● DATA SUPPLIED
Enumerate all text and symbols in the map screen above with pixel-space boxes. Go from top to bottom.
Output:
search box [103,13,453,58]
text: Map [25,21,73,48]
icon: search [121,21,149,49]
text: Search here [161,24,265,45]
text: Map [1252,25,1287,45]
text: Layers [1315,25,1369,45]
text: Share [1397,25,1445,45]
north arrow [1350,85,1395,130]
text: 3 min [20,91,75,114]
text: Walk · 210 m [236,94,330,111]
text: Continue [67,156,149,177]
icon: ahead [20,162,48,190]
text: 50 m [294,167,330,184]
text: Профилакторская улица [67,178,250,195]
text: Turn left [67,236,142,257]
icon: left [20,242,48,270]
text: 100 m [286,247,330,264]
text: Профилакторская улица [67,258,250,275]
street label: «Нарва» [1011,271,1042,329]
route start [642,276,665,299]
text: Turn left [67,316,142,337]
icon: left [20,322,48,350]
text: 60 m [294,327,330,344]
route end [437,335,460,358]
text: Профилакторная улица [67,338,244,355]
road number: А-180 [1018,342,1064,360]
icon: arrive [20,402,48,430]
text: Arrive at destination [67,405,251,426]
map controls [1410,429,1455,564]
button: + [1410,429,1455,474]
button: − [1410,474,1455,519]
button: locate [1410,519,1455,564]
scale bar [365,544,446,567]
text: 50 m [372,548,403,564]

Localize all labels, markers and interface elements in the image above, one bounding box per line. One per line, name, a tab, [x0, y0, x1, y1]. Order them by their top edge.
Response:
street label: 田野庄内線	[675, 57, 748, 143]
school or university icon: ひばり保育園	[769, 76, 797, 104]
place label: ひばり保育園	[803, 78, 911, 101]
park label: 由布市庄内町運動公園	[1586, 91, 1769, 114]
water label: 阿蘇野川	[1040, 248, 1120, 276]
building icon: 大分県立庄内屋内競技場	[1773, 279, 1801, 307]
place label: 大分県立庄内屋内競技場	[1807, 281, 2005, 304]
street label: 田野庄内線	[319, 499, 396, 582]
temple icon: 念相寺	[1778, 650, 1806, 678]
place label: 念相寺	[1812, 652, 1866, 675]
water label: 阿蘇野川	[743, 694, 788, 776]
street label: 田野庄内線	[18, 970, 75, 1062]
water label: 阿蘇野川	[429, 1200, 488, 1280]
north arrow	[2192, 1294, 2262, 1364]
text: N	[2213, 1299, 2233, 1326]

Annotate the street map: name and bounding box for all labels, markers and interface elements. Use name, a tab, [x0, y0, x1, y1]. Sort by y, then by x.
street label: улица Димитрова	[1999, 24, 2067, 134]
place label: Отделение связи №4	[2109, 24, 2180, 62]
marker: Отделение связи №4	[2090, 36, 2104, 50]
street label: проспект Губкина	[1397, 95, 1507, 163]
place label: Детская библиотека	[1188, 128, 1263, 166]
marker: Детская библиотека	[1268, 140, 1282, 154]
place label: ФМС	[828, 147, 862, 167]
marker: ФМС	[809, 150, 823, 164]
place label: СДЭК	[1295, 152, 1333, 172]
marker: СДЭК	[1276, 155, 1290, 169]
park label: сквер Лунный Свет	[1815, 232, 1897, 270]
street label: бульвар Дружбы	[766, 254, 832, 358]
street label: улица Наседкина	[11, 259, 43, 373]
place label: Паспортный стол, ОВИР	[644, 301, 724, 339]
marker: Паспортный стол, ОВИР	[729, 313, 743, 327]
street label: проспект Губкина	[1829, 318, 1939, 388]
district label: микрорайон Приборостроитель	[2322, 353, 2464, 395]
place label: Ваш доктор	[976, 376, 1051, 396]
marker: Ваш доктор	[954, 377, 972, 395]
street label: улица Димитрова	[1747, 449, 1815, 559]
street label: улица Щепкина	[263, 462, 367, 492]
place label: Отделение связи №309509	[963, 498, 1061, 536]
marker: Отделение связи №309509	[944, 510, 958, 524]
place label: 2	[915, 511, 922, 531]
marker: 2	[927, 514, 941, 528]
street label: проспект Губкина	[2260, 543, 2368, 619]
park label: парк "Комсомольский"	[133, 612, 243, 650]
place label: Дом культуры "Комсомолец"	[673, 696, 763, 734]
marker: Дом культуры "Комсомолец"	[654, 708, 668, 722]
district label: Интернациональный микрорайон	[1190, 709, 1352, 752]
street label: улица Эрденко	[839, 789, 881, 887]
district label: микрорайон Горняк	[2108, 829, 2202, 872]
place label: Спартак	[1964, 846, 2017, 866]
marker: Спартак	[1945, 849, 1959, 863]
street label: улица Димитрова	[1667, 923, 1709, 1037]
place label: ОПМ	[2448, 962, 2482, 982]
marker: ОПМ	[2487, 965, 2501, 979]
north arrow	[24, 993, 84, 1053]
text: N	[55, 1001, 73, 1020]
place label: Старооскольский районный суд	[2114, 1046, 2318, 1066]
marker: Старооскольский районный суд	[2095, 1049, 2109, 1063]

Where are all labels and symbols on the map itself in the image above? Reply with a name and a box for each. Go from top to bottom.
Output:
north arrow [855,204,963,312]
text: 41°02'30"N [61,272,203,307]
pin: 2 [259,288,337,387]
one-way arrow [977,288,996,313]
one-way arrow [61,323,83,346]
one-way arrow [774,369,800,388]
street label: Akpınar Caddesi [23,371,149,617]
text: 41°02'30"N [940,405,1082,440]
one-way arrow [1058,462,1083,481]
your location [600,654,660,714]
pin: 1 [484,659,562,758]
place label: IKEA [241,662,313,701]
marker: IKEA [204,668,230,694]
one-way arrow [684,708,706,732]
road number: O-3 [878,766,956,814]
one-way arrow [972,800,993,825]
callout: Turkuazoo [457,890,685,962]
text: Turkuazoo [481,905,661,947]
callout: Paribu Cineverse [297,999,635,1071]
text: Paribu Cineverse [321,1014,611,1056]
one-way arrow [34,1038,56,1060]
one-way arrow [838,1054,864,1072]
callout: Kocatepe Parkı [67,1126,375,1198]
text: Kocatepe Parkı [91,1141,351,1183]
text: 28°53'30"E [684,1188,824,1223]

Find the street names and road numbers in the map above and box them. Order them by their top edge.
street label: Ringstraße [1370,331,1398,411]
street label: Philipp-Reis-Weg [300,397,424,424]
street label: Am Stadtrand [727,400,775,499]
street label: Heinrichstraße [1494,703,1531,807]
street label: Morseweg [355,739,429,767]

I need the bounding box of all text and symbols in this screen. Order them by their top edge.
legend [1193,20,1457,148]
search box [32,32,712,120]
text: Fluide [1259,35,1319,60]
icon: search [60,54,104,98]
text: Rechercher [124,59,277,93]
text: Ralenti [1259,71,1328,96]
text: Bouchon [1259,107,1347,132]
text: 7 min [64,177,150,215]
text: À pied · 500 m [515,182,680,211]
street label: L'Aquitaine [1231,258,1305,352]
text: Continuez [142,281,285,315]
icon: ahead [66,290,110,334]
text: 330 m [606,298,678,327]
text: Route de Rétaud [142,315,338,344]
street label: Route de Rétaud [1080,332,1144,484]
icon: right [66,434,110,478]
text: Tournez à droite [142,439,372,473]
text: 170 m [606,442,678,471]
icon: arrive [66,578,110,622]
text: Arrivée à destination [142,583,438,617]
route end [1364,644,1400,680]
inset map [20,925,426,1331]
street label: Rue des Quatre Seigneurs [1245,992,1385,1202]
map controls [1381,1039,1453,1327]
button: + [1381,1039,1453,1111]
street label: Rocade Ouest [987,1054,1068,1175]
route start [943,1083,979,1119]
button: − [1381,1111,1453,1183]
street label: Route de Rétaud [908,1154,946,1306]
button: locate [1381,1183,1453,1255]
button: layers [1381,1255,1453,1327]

● WHAT THE TASK ASKS
Gather all lines from the records above in which "Turn" appears.

● RESPONSE BELOW
text: Turn left [67,236,142,257]
text: Turn left [67,316,142,337]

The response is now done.